Re: Encountered kernel bug#72811. Advice on recovery?

[Date Prev][Date Next][Thread Prev][Thread Next][Date Index][Thread Index]

 



Summary: 22x device raid6 (data and metadata). One device vanished,
and the volume is rw,degraded mounted with writes happening; next time
it's mounted the formerly missing device is not missing so it's a
normal mount, and writes are happening. Then later, the filesystem
goes read only. Now there are problems, what are the escape routes?



OK the Autopsy Report:

> In my case, I had rebooted my system and one of the drives on my main
> array did not come up. I was able to mount in degraded mode. I needed
> to re-boot the following day. This time, all the drives in the array
> came up. Several hours later, the array went into read only mode.
> That's when I discovered the odd device out had been re-added without
> any kind of error message or notice.

The instant Btrfs complains about something, you cannot make
assumptions, and you have to fix it. You can't turn your back on it.
It's an angry goose with an egg nearby. And if you turn your back on
it, it'll beat your ass down. But because this is raid6, you thought
it's OK, it's a reliable predictable mule. And you made a lot of
assumptions that are totally reasonable because it's called raid6,
except that those assumptions are all wrong because Btrfs is not like
anything else, and it's raid doesn't work like anything else.



1. The first mount attempt fails.

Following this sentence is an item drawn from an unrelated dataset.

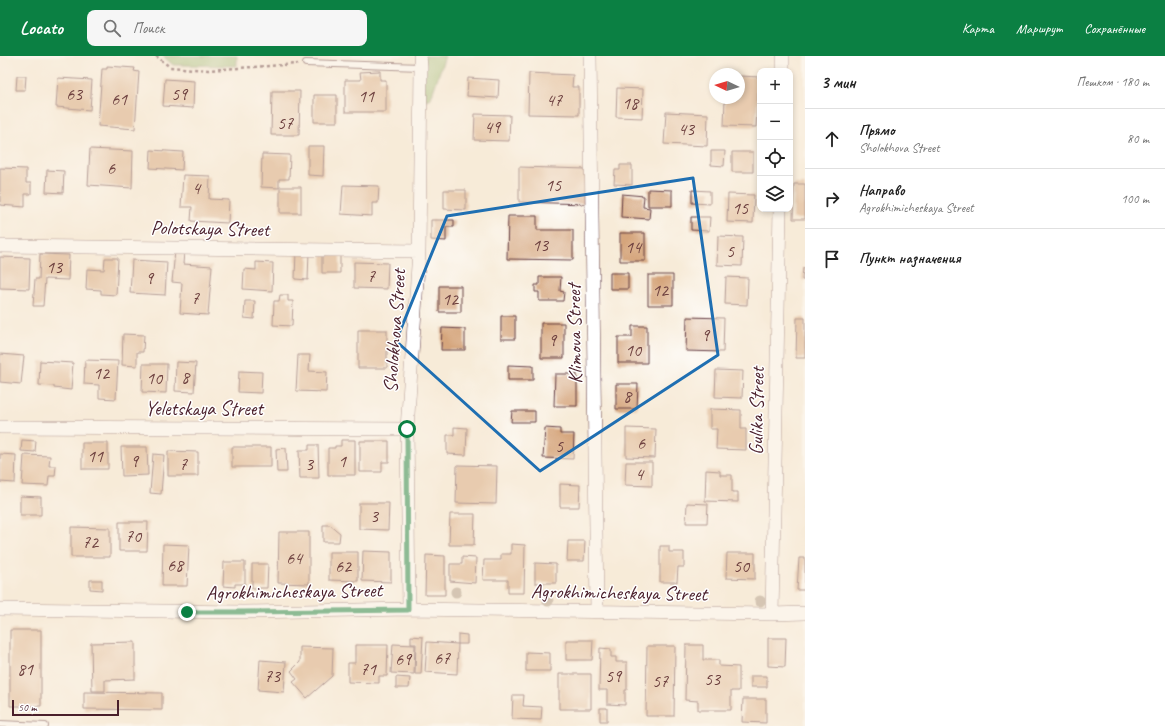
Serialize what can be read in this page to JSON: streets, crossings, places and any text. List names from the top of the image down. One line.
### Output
{"streets":{"street":["Polotskaya Street","Sholokhova Street","Klimova Street","Yeletskaya Street","Gulika Street","Agrokhimicheskaya Street"]},"crossings":[["Polotskaya Street","Sholokhova Street"],["Sholokhova Street","Yeletskaya Street"],["Sholokhova Street","Agrokhimicheskaya Street"],["Klimova Street","Agrokhimicheskaya Street"],["Gulika Street","Agrokhimicheskaya Street"]],"house_numbers":["63","59","11","61","47","18","57","49","43","6","15","4","15","13","14","5","13","7","9","12","7","12","9","9","10","12","8","10","8","6","5","11","9","1","7","3","4","3","70","72","64","68","62","50","67","69","81","71","73","59","53","57"],"scale_bar":"50 m","north":"left","page":{"header":"Locato","search":"Поиск","nav":["Карта","Маршрут","Сохранённые"],"heading":["3 мин","Пешком · 180 m"],"map_buttons":["+","−"],"list":[["Прямо","Sholokhova Street","80 m"],["Направо","Agrokhimicheskaya Street","100 m"],"Пункт назначения"],"scale":"50 m"}}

OK why? On Btrfs you must find out
why normal mount failed, because you don't want to use degraded mode
unless absolutely necessary. But you didn't troubleshoot it.

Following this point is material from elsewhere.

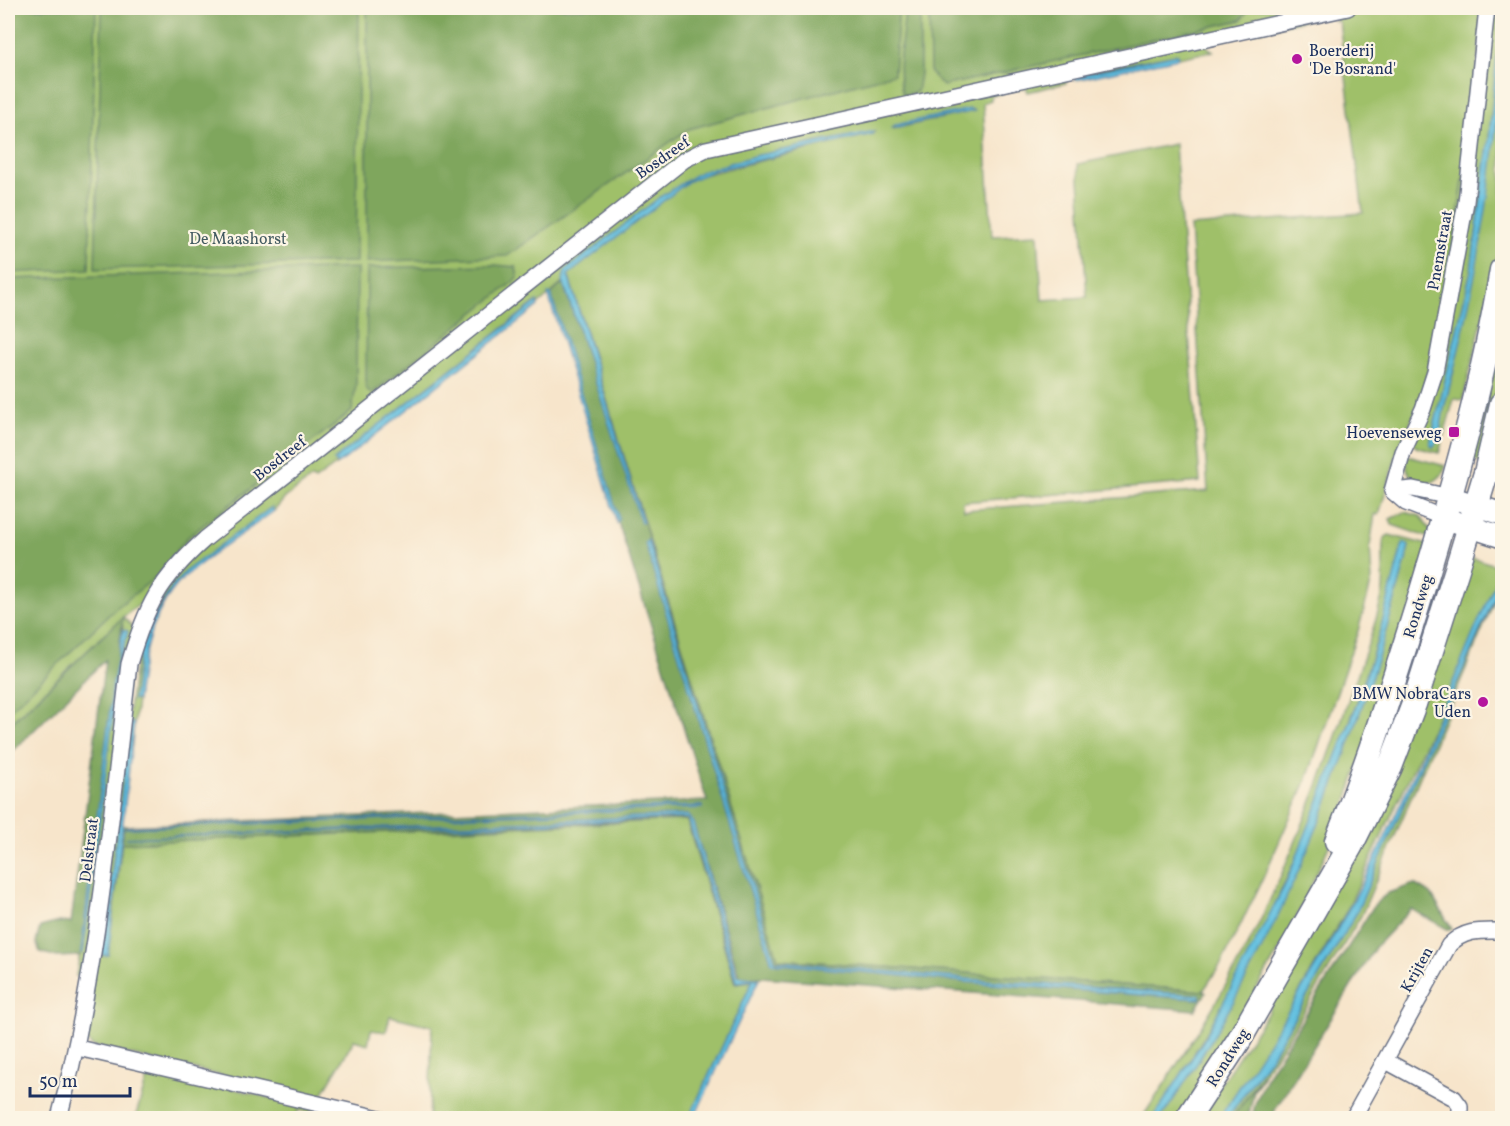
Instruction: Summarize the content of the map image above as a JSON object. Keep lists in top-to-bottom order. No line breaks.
{"streets":{"main road":["Rondweg"],"street":["Bosdreef","Pnemstraat","Delstraat","Krijten"]},"crossings":[["Bosdreef","Delstraat"]],"parks":["De Maashorst"],"places":{"other":["Boerderij 'De Bosrand'","BMW NobraCars Uden"],"transit":["Hoevenseweg"]},"scale_bar":"50 m"}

2. The second mount attempt with degraded works. This mode exists for
one reason, you are ready right now to add a new device and delete the
missing one. Other raid56's you can wait and just hope another drive
doesn't die. Not Btrfs. You might get one chance with rw,degraded to
do a device replacement and you have to make 'dev add' and 'dev del
missing' the top priority before writing anything else to the volume.
So if you're not ready to do this, the default first action is
ro,degraded. You can get data off the volume but not change it and
lose your chance to use degraded,rw which has a decent chance of being
a one time event. But you didn't do this, you assumed Btrfs raid56 is
OK to use rw,degraded like any other raid.

3. The third mount, you must have mounted with -o degraded right off
the bat, assuming the formerly missing device was still missing and
you'd  still need -o degraded. If you'd tried a normal mount, it would
have succeeded, which would have informed you the formerly missing
device had been found and was being used. Now you have normal chunks,
degraded chunks, and more normal chunks. This array is very confused.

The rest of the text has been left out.